- [Exercise] Start with the first line of the records below. Output each line exactly, ending with the one that contains "display:grid; place-items:center; width:90px;".

(Stored items)
----------------------------------------

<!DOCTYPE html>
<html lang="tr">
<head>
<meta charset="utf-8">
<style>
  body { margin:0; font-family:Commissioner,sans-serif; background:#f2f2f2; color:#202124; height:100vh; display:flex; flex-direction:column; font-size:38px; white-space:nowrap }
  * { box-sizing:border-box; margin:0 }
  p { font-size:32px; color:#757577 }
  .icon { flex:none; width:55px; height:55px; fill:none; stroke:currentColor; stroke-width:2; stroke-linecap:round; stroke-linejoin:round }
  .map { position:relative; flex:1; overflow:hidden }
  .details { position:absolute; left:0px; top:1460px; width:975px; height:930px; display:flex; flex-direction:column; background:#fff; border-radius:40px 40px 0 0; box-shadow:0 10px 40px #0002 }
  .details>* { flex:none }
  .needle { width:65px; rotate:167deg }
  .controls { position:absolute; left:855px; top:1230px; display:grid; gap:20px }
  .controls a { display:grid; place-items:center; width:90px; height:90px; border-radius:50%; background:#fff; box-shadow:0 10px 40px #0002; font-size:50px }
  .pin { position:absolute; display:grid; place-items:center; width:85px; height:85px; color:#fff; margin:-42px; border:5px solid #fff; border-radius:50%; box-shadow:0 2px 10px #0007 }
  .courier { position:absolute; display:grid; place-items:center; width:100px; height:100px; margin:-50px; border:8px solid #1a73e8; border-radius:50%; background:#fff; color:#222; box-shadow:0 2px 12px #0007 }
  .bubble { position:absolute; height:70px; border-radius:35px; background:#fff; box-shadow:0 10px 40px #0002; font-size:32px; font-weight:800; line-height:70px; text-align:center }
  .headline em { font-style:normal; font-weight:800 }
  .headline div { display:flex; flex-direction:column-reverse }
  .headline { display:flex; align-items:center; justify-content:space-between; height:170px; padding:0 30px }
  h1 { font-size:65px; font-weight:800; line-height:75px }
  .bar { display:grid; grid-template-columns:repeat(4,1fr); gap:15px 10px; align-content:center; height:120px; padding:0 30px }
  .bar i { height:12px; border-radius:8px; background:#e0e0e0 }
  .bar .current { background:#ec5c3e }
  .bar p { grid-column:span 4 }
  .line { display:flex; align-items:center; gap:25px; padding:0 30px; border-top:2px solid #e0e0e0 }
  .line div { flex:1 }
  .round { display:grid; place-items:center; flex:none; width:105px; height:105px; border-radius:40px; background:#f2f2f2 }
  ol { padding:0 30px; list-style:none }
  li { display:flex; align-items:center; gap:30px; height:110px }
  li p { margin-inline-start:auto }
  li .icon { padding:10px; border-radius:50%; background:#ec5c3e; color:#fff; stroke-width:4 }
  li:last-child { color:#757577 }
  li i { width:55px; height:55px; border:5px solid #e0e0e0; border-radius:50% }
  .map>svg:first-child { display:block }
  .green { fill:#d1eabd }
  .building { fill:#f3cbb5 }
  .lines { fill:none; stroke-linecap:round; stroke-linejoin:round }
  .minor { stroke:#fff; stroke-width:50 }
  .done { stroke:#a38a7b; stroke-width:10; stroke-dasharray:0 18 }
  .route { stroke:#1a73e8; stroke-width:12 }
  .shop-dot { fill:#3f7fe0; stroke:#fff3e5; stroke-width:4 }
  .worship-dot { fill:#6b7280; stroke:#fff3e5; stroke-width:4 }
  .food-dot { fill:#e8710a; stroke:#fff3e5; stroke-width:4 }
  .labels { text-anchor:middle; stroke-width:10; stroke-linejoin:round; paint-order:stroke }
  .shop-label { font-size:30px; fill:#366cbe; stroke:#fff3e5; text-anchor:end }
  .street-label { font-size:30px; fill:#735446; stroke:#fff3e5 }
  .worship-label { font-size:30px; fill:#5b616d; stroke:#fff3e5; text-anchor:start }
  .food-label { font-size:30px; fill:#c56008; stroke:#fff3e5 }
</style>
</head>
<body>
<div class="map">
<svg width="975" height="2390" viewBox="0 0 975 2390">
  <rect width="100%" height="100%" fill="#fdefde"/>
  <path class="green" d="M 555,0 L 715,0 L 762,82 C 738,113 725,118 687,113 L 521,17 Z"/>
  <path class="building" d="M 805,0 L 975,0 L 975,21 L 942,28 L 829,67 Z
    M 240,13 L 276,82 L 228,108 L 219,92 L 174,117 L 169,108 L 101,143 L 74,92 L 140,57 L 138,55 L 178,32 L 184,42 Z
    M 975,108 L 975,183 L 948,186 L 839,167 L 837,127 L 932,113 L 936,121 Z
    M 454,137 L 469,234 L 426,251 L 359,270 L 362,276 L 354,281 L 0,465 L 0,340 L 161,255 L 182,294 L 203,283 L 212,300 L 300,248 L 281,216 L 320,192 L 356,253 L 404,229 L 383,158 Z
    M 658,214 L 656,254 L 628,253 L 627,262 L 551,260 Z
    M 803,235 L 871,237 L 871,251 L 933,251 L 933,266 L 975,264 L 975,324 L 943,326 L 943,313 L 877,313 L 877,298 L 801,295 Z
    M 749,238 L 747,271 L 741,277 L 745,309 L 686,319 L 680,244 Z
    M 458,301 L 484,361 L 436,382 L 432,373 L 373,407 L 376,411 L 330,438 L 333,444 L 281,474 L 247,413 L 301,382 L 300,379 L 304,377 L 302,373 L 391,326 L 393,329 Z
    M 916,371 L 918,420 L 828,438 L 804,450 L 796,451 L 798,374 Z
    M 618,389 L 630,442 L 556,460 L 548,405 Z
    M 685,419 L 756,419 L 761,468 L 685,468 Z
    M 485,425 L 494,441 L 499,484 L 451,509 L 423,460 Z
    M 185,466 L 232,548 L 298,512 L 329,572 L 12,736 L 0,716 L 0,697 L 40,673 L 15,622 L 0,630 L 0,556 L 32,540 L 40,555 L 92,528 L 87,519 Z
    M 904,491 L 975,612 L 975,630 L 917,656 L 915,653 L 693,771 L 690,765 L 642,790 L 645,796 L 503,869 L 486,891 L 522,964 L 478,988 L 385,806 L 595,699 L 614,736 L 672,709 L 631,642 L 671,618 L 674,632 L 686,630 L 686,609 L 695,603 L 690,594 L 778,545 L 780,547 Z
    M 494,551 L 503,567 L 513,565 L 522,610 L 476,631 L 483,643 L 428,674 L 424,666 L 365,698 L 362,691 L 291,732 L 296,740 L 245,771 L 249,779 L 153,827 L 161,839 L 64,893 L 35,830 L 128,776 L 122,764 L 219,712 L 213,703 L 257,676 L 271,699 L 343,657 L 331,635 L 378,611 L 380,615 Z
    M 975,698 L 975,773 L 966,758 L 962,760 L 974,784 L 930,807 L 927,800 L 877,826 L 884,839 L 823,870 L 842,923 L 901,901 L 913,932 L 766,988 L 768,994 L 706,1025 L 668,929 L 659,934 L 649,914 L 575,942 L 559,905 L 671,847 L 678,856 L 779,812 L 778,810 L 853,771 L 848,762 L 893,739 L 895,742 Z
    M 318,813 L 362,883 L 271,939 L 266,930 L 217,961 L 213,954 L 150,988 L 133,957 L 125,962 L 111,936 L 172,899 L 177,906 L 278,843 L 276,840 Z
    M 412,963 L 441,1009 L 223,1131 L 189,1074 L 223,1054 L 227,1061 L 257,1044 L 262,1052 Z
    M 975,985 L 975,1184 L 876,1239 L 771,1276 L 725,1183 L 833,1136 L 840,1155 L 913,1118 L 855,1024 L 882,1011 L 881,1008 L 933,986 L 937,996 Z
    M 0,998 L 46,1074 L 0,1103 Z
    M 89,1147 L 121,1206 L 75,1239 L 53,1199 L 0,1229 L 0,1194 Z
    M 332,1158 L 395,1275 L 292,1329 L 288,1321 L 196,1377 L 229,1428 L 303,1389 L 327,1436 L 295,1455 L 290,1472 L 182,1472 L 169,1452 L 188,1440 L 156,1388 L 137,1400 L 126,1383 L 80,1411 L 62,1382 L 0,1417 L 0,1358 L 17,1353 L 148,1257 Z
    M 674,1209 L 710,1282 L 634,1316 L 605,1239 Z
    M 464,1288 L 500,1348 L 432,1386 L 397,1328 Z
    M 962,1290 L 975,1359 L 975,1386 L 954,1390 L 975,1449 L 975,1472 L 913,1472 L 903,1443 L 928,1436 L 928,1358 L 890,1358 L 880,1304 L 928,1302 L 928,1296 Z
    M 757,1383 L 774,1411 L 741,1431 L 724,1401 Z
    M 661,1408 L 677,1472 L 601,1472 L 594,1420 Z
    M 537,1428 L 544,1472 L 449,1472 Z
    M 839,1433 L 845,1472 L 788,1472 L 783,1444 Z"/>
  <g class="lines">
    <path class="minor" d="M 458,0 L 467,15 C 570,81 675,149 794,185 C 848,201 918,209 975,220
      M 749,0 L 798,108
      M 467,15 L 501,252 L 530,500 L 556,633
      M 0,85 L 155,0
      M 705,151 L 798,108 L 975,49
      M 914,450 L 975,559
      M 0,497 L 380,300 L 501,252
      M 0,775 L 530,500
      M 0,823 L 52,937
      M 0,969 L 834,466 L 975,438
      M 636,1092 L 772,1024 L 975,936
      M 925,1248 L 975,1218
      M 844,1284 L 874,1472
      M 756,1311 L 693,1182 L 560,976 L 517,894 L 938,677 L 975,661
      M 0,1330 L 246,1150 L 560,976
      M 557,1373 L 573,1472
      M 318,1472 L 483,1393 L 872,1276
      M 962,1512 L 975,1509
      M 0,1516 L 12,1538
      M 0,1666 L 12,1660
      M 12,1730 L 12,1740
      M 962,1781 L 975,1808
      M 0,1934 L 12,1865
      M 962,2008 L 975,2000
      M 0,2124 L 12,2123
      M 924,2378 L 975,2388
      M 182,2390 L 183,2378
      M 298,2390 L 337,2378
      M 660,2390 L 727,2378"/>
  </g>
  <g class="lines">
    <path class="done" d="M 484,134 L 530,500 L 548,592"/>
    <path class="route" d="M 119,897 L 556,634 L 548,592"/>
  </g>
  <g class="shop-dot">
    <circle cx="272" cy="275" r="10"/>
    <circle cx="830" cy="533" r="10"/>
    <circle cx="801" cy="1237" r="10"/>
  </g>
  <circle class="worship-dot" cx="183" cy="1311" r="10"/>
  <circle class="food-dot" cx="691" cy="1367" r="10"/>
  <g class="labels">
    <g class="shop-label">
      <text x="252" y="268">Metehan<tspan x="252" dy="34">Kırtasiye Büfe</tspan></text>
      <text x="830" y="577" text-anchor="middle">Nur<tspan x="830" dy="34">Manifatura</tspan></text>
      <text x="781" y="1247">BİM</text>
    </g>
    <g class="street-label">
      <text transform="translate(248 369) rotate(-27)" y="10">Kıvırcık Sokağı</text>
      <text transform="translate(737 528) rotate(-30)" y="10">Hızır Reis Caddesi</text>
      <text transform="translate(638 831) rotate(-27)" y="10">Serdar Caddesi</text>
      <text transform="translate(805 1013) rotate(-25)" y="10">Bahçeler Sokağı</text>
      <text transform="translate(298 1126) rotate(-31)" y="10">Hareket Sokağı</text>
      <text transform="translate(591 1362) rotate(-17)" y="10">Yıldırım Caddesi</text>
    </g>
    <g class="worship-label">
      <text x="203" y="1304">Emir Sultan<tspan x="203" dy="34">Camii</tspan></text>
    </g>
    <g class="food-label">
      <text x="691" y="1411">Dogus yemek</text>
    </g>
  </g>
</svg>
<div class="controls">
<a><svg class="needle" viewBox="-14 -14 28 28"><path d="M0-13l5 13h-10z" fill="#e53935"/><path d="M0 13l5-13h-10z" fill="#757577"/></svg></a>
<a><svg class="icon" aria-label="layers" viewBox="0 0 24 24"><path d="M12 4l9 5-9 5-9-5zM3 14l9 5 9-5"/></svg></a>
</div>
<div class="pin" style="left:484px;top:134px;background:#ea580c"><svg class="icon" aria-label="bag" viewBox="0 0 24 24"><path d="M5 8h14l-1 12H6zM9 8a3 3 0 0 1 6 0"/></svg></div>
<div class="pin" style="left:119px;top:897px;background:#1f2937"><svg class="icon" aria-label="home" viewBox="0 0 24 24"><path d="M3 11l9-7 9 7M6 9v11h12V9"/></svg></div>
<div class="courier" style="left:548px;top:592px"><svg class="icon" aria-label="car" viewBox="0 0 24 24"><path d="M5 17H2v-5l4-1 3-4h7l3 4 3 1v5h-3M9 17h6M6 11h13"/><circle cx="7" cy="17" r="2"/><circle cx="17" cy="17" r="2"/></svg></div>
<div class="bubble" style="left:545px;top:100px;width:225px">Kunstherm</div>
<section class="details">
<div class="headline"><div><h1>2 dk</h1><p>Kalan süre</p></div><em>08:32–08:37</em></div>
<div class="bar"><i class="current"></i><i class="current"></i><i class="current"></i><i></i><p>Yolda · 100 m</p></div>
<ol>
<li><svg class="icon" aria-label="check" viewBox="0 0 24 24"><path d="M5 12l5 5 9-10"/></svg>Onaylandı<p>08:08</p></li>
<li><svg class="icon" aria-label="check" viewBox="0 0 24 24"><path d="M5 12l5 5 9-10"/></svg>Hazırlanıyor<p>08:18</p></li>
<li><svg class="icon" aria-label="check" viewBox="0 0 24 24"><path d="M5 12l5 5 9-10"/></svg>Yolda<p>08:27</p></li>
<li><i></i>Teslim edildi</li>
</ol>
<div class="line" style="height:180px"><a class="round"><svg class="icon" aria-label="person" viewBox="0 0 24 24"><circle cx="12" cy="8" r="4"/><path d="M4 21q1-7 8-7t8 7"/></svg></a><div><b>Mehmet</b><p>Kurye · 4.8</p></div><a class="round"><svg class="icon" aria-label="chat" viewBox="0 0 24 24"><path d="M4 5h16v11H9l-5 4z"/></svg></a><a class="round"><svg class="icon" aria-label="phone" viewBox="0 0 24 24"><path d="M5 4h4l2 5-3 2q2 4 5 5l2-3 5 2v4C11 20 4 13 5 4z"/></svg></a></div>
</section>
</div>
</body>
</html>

----------------------------------------

- [Expected output]
<!DOCTYPE html>
<html lang="tr">
<head>
<meta charset="utf-8">
<style>
  body { margin:0; font-family:Commissioner,sans-serif; background:#f2f2f2; color:#202124; height:100vh; display:flex; flex-direction:column; font-size:38px; white-space:nowrap }
  * { box-sizing:border-box; margin:0 }
  p { font-size:32px; color:#757577 }
  .icon { flex:none; width:55px; height:55px; fill:none; stroke:currentColor; stroke-width:2; stroke-linecap:round; stroke-linejoin:round }
  .map { position:relative; flex:1; overflow:hidden }
  .details { position:absolute; left:0px; top:1460px; width:975px; height:930px; display:flex; flex-direction:column; background:#fff; border-radius:40px 40px 0 0; box-shadow:0 10px 40px #0002 }
  .details>* { flex:none }
  .needle { width:65px; rotate:167deg }
  .controls { position:absolute; left:855px; top:1230px; display:grid; gap:20px }
  .controls a { display:grid; place-items:center; width:90px; height:90px; border-radius:50%; background:#fff; box-shadow:0 10px 40px #0002; font-size:50px }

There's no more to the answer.